Home Discussion Forum Does meditation really work and if so how can I try?

Does meditation really work and if so how can I try?

I have heard of meditation so may times, but have never tried it. Does it really work?
If soo please put down what I should do to meditate.
Thanks all!


  1. Work for what?
    It can calm you down, center you,. what are the results you’re looking for?
    And don’t “meditate on god”,. If you meditate with a thought in mind, that is not true meditation. The goal is to empty your mind so you can know your true self.
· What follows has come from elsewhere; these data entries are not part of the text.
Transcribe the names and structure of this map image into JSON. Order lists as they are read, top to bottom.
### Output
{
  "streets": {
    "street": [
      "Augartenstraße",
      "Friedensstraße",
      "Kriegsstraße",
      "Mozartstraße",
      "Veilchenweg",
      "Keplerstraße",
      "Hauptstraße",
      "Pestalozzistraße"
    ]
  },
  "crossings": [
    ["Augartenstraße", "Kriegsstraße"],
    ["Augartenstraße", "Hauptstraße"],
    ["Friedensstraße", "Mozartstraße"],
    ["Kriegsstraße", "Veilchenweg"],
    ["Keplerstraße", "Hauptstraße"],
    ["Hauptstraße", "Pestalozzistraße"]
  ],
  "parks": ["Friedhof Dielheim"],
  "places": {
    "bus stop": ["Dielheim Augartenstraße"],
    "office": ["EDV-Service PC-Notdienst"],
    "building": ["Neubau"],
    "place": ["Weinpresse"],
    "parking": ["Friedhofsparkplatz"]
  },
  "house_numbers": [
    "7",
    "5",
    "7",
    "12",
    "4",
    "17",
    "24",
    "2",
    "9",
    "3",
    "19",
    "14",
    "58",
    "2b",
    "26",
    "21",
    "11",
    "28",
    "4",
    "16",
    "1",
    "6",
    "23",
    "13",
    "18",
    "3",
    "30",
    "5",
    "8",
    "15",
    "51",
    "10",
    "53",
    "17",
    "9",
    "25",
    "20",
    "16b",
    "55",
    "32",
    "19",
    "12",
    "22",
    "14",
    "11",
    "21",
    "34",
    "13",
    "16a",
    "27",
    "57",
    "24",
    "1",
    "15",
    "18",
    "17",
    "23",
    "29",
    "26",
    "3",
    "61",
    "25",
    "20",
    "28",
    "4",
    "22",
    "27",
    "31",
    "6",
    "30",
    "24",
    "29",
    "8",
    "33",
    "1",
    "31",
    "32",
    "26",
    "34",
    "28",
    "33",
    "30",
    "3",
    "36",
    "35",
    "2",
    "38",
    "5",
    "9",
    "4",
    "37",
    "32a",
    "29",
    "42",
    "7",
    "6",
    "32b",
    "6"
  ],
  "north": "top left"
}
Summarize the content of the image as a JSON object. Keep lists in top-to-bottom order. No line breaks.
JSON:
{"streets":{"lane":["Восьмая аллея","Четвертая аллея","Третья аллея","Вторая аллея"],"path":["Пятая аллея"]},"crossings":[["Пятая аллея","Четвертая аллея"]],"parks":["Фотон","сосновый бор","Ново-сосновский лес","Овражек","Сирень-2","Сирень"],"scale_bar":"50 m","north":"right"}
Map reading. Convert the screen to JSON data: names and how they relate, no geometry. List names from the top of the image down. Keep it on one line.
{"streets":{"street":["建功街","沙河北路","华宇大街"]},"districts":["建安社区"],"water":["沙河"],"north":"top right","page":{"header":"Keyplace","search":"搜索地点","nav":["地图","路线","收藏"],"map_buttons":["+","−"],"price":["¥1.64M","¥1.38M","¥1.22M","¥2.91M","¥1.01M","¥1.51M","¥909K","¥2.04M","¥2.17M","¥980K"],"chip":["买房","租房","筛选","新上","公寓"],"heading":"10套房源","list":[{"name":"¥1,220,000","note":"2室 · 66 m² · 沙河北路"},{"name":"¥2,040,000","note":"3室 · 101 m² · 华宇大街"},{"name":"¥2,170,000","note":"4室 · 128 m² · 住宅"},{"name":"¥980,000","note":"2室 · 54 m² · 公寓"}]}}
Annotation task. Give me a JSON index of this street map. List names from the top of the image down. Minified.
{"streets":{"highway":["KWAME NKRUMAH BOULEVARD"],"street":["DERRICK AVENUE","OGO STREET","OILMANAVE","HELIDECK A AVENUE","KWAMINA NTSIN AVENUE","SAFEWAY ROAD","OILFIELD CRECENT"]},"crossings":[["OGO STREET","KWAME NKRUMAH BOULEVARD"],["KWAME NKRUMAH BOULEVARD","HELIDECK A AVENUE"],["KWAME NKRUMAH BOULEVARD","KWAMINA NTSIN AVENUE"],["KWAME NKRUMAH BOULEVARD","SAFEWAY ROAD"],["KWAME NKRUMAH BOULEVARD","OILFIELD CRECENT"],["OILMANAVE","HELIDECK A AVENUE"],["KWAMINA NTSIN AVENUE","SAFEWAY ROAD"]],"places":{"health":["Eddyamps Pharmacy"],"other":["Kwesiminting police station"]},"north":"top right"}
  2. God’s Word is always true. God tells us to meditate on His Word. Take a look at the details below for more details!
    Question: “What is Christian meditation?”
    Answer: Psalm 19:14 states, “May the words of my mouth and the meditation of my heart be pleasing in your sight, O Lord, my Rock and my Redeemer.” What, then, is Christian meditation and how should Christians meditate? When the word “meditation” is mentioned today, it usually carries the meaning of something mystical. For some, meditation is clearing the mind while sitting in an unusual position. For others, meditation is communing with the spirit world around us. Concepts such as these are most definitely not what Christian meditation is all about.
    Christian meditation has nothing to do with any practices that have Eastern mysticism as their foundation. Such practices include lectio divina, transcendental meditation, and many forms of what is called “contemplative prayer.” These have at their core a dangerous premise that we need to “hear God’s voice,” not through His Word, but through personal revelation through meditation. Some churches are filled with people who think they are hearing a “word from the Lord,” often contradicting one another and therefore causing endless divisions within the Body of Christ. Christians are not to abandon God’s Word, which is “God-breathed and is useful for teaching, rebuking, correcting and training in righteousness, so that the man of God may be thoroughly equipped for every good work” (2 Timothy 3:16-17). If the Bible is sufficient to thoroughly equip us for every good work, how could we think we need to seek a mystical experience instead of it?
    For the Christian, meditation is to be solely on the Word of God and what it reveals about Him. David found this to be so, and he describes the man who is “blessed” as one whose “delight is in the law of the LORD, and on his law he meditates day and night” (Psalm 1:2). True Christian meditation is an active thought process (thinking), whereby we give ourselves to the study of the Word, praying over it and asking God to give us understanding by the Spirit, who has promised to lead us “into all truth” (John 16:13). Then we put this truth into practice, committing ourselves to the Scriptures as the rule for life and practice as we go about our daily activities. This causes spiritual growth and maturing in the things of God as we are taught by His Holy Spirit. That is what Christian meditation is all about.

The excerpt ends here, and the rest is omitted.